NIST Researchers Find Optical Fiber Could Be Used to Communicate With the Qubits Sitting Inside Superconducting Quantum Computers,

(ZDNet) New research from NIST could hold the key to accelerating the development of large-scale quantum computers packing one million qubits – using simple telecommunications cables.
Unlike the metal wires currently used, it is easy to multiply the number of fiber optic cables in a single device, which means it is possible to communicate with more qubits. According to NIST, the findings pave the way to packing a million qubits into a quantum computer. Most devices currently support less than a hundred.
Superconducting quantum computers, such as the ones that IBM and Google are building, require qubits to sit on a quantum processor that is cooled to a temperature of 15 milikelvin – colder than outer space – to protect the particles’ extremely fragile quantum state.
But whether to control the qubits or measure them, researchers first need to communicate with the processor. This means a connection line must be established between room-temperature electronics and the cryogenic environment of the quantum circuit.
Typically, scientists use microwave pulses to communicate with qubits. Microwave pulses are normally sent down to the ultra-cold qubits through coaxial metal cables. This comes with a practical problem: sets of metal cables can be used to connect with to up to 1,000 qubits, after which it becomes physically unworkable to build more wiring in a single system.
John Teufel, a researcher at NIST who worked on the institute’s latest research, explains that coaxial metal cables won’t cut it for much longer.
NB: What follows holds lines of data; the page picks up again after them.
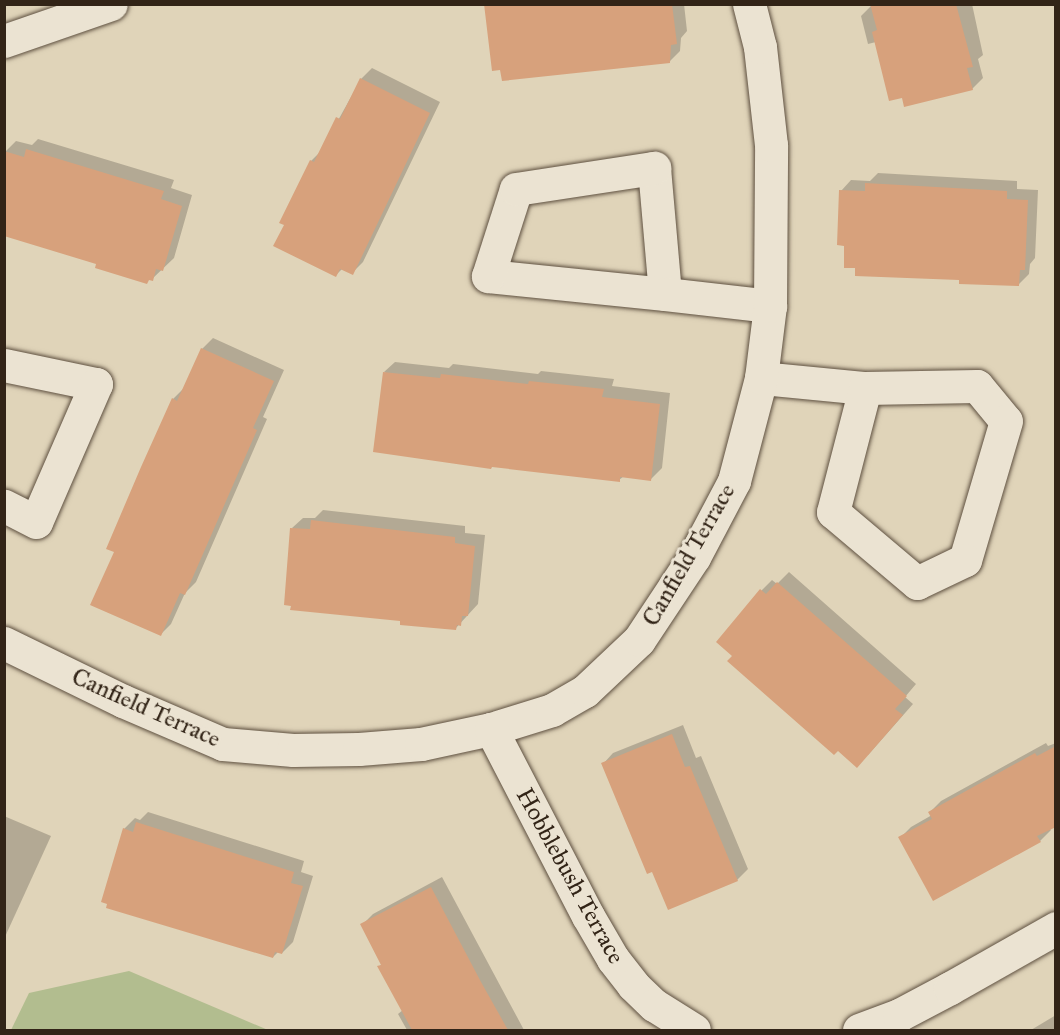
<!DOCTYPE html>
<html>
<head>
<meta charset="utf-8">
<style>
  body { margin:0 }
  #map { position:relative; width:1060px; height:1035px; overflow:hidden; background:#e0d4b9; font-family:"IM FELL Great Primer",serif }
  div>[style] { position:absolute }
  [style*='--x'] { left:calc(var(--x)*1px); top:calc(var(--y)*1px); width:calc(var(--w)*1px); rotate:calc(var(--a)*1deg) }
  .green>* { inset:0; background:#b2bd8f }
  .shadow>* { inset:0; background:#0003 }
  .building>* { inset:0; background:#d7a17c }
  .roads { filter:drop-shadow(0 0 2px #5e5040) drop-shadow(0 0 2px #5e5040) }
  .street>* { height:33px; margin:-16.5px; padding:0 16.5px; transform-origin:16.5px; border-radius:16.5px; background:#ebe3d2 }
  .secondary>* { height:33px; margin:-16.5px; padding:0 16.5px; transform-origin:16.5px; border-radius:16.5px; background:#ebe3d2 }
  span { translate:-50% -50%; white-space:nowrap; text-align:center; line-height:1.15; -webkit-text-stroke:6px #ebe3d2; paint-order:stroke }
  .street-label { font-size:24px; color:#322417 }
  .frame { position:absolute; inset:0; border:6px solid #322417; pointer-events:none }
</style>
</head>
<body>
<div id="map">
  <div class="green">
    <div style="clip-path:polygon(129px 971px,268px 1030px,11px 1030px,29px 993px)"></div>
  </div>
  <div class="shadow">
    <div style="clip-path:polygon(486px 4px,684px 4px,687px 31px,681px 38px,680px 51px,669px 62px)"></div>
    <div style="clip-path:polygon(972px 4px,983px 55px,978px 59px,983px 78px,972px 89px,876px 42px,868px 44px,861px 16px,872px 5px)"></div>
    <div style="clip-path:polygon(372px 68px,440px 102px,363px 262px,352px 273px,343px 268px,336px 275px,286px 224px,311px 161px,321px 151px,361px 79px)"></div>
    <div style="clip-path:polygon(38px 139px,174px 180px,171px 188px,192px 195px,174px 258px,152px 279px,98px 263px,5px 152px,16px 141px,32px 145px)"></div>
    <div style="clip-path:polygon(878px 173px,1017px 181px,1017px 189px,1038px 190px,1035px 258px,1030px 264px,1029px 274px,1018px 285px,856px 266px,846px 245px,841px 191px,851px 180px,870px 181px)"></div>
    <div style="clip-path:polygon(213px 338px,284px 370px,263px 417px,267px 419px,196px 582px,185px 593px,171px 624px,160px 635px,116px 551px,173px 399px,184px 388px,202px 349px)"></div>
    <div style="clip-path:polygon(395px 362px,449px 368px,453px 364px,538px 374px,541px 371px,614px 379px,612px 386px,670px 393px,662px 468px,651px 479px,624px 476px,619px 480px,384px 372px)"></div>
    <div style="clip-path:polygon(323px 510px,465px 526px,465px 533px,485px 535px,478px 604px,455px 629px,402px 619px,292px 528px,303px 518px,315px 518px)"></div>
    <div style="clip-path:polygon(789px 572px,916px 684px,905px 697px,913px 704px,868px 755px,734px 656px,762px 590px,772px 580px,777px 584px)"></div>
    <div style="clip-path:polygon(683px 725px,696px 758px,701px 756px,748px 869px,737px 880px,653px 870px,603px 764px,613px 753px)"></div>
    <div style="clip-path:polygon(1046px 743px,1048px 746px,1056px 743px,1056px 825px,1049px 828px,1051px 830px,1040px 841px,900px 838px,911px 827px,932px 815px,930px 812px,941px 801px)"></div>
    <div style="clip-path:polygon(148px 812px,304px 861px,301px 872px,313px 876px,293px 942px,282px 953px,278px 952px,273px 957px,124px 829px,135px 818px,140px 820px)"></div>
    <div style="clip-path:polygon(4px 816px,51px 836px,4px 939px)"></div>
    <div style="clip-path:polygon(442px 877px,524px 1030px,407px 1030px,398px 1014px,403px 1010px,379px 967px,382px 964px,362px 925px,373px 914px)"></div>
    <div style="clip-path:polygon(1056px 1015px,1056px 1030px,1031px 1030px)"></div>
  </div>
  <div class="building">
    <div style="clip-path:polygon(484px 4px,672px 4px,677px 44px,671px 45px,670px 63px,502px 81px,500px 70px,492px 71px)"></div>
    <div style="clip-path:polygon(870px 4px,956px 4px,973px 67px,967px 68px,973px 90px,904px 107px,902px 98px,889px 101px,872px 32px,877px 30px)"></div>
    <div style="clip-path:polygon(360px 78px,430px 113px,353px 275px,340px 269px,336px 277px,273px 246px,284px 225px,279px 223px,310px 160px,314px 162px,336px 117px,340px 119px)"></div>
    <div style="clip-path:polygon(26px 149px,164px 191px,161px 199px,182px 206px,163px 271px,156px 269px,153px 281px,149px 280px,147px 284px,95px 268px,96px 264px,4px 236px,4px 151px,24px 157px)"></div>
    <div style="clip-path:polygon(865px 183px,1007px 191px,1007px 199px,1028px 200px,1025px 270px,1020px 270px,1019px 286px,959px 284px,959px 280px,855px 276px,855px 268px,844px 268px,844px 246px,837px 245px,839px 190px,865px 191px)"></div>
    <div style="clip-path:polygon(201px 348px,274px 381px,253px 428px,257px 430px,199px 563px,185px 595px,180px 593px,161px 636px,90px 605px,114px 552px,106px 549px,141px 467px,172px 398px,177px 401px)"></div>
    <div style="clip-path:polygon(383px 372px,440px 378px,441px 374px,528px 384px,529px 381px,604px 389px,602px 397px,660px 404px,651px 481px,620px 477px,620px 482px,492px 467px,491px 469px,373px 452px)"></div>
    <div style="clip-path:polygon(311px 520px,455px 537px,455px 543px,475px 546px,468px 616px,462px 616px,461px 626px,457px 625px,456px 630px,400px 625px,400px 621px,290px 610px,291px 606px,284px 605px,290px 528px,310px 529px)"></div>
    <div style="clip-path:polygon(777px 582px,907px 696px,895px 709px,903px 715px,857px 768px,838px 751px,834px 755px,727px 661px,732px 656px,716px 642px,760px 589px,766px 594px)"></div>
    <div style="clip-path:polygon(672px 734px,685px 767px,690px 766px,738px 881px,668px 910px,652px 872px,647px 874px,601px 763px)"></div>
    <div style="clip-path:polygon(1056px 746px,1056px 827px,1037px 836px,1041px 842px,933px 901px,898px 837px,932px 819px,928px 812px,1035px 753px,1037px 756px)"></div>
    <div style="clip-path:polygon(136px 822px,294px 872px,291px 883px,303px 886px,282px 954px,275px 952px,273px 958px,106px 908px,107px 904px,101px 902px,123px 828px,133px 832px)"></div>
    <div style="clip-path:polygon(431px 887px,481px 982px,508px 1030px,412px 1030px,377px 966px,381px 965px,360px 924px)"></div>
  </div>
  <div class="roads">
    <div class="street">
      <div style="--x:654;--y:168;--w:126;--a:85"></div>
      <div style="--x:665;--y:294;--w:178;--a:-174.2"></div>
      <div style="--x:488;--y:276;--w:91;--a:-72.2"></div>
      <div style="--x:516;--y:189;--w:140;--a:-8.7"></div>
      <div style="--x:665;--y:294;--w:106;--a:6.5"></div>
      <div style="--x:4;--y:365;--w:94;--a:11.7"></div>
      <div style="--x:96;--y:384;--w:150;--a:113.5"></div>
      <div style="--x:36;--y:522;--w:36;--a:-153"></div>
      <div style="--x:761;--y:378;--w:104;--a:5.5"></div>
      <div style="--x:977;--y:386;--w:45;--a:50.4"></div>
      <div style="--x:1006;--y:421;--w:145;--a:106.4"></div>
      <div style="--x:965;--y:560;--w:53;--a:154.4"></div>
      <div style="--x:917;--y:583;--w:110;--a:-139.8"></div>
      <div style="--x:833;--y:512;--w:128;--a:-75.5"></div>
      <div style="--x:865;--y:388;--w:112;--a:-1"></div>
      <div style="--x:4;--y:643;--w:132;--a:26"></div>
      <div style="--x:123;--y:701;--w:109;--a:23.3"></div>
      <div style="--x:223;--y:744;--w:70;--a:4.9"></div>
      <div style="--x:293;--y:750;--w:66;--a:-0.9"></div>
      <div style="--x:359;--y:749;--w:62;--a:-4.6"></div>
      <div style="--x:421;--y:744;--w:72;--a:-12.1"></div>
      <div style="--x:491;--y:729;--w:64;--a:-17.3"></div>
      <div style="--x:552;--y:710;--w:38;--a:-30"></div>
      <div style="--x:585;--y:691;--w:74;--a:-43.4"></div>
      <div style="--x:639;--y:640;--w:100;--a:-56.5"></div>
      <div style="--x:694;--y:557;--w:86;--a:-62.2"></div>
      <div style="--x:734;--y:481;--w:106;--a:-75.3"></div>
      <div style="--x:761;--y:378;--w:73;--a:-82.9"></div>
      <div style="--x:770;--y:306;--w:161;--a:-89.6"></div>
      <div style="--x:771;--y:145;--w:99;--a:-96.4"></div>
      <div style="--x:760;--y:47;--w:44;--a:-104.3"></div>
      <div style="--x:491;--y:729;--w:211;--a:62.6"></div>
      <div style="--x:588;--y:916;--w:50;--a:59.8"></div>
      <div style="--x:613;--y:959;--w:33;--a:52"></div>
      <div style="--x:633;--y:985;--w:29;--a:44"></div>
      <div style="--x:654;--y:1005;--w:47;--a:32"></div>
      <div style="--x:859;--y:1030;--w:43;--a:-20.6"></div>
      <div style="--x:899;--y:1015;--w:58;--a:-27.9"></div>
      <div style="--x:950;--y:988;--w:122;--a:-29.5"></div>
    </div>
    <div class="secondary">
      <div style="--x:4;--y:41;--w:113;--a:-19.1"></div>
    </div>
  </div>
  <div class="street-label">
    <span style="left:689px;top:555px;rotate:-60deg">Canfield Terrace</span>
    <span style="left:146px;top:708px;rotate:24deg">Canfield Terrace</span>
    <span style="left:570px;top:876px;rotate:61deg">Hobblebush Terrace</span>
  </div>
  <div class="frame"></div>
</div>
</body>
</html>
To address this issue, Teufel and his team at NIST opted to replace metal cables with familiar optical fiber technology, which, based on a glass or plastic core, was anticipated to carry a high volume of signals to the qubits without conducting heat.
Teufel is confident that all eyes will be on NIST’s latest findings. “Novel wiring methods, like the one we have shown here, will eventually be required to maintain the incredible growth trajectory of quantum computing efforts,” says Teufel.
“We do not suggest that our new method is the only long-term solution, but we are excited to see that this new idea looks incredibly promising. I expect that companies will be looking closely at this work to see if these new methods can be incorporated into their future strategies.”